Graphics Reference
In-Depth Information
The kCAFilterNearest option is the crudest approach. As the name suggests, this
algorithm (known as nearest-neighbor filtering) just samples the nearest single pixel and
performs no color blending at all. This is very fast, and doesn't blur the image, but the
quality is noticeably worse for shrunken images, and magnified images become blocky and
pixelated.
In Figure 4.14, note how the bilinear image looks less distorted than the nearest-neighbor
version when shrunk to a small size, but when enlarged it looks blurrier. Contrast this with
Figure 4.15, where we've started with a very small image. In this instance, nearest-neighbor
does a better job of preserving the original pixels, whereas linear filtering turns them into a
blurry mess regardless of whether the image is minified or magnified.
Figure 4.15 For small images without diagonals, nearest-neighbor filtering is better.

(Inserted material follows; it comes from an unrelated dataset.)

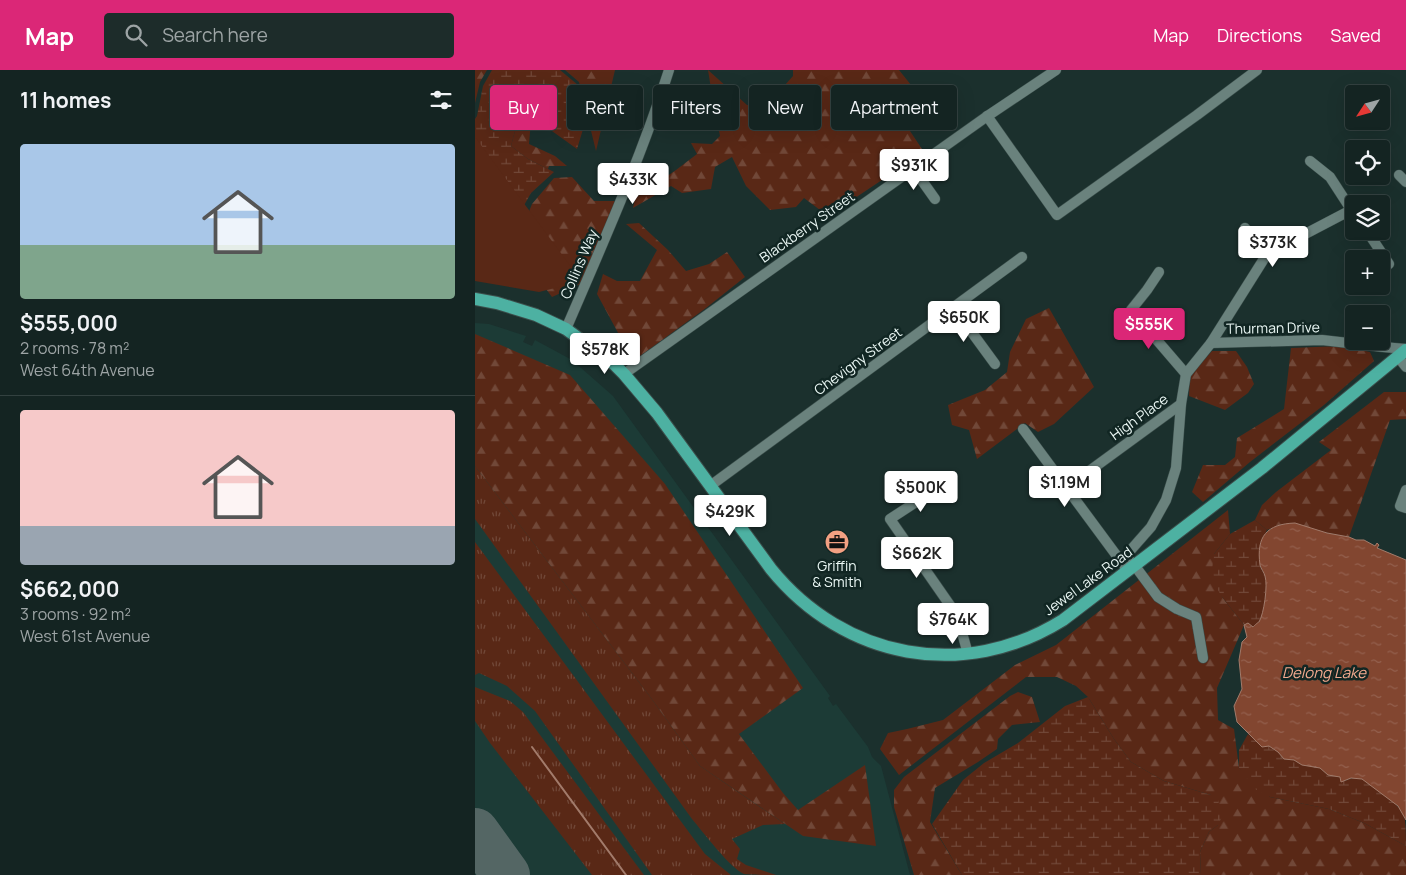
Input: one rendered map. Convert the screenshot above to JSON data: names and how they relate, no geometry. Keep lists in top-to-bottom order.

Generally speaking, for very small images or larger images with sharp contrast and few
diagonal lines (for example, computer-generated images), nearest-neighbor scaling will
preserve contrast and may yield better results. But for most images, especially photographs
or images with diagonals or curves, nearest-neighbor will look appreciably worse than
linear filtering. To put it another way, linear filtering preserves the shape , and nearest-
neighbor filtering preserves the pixels .
Let's try a real-world example. We'll modify the clock project from Chapter 3 to display an
LCD-style digital readout instead of an analog clock face. The digits will be created using a
simple pixel font (a font where the characters are constructed from individual pixels rather
than vector shapes), stored as a single image and displayed using the sprite sheet technique
introduced in Chapter 2 (see Figure 4.16).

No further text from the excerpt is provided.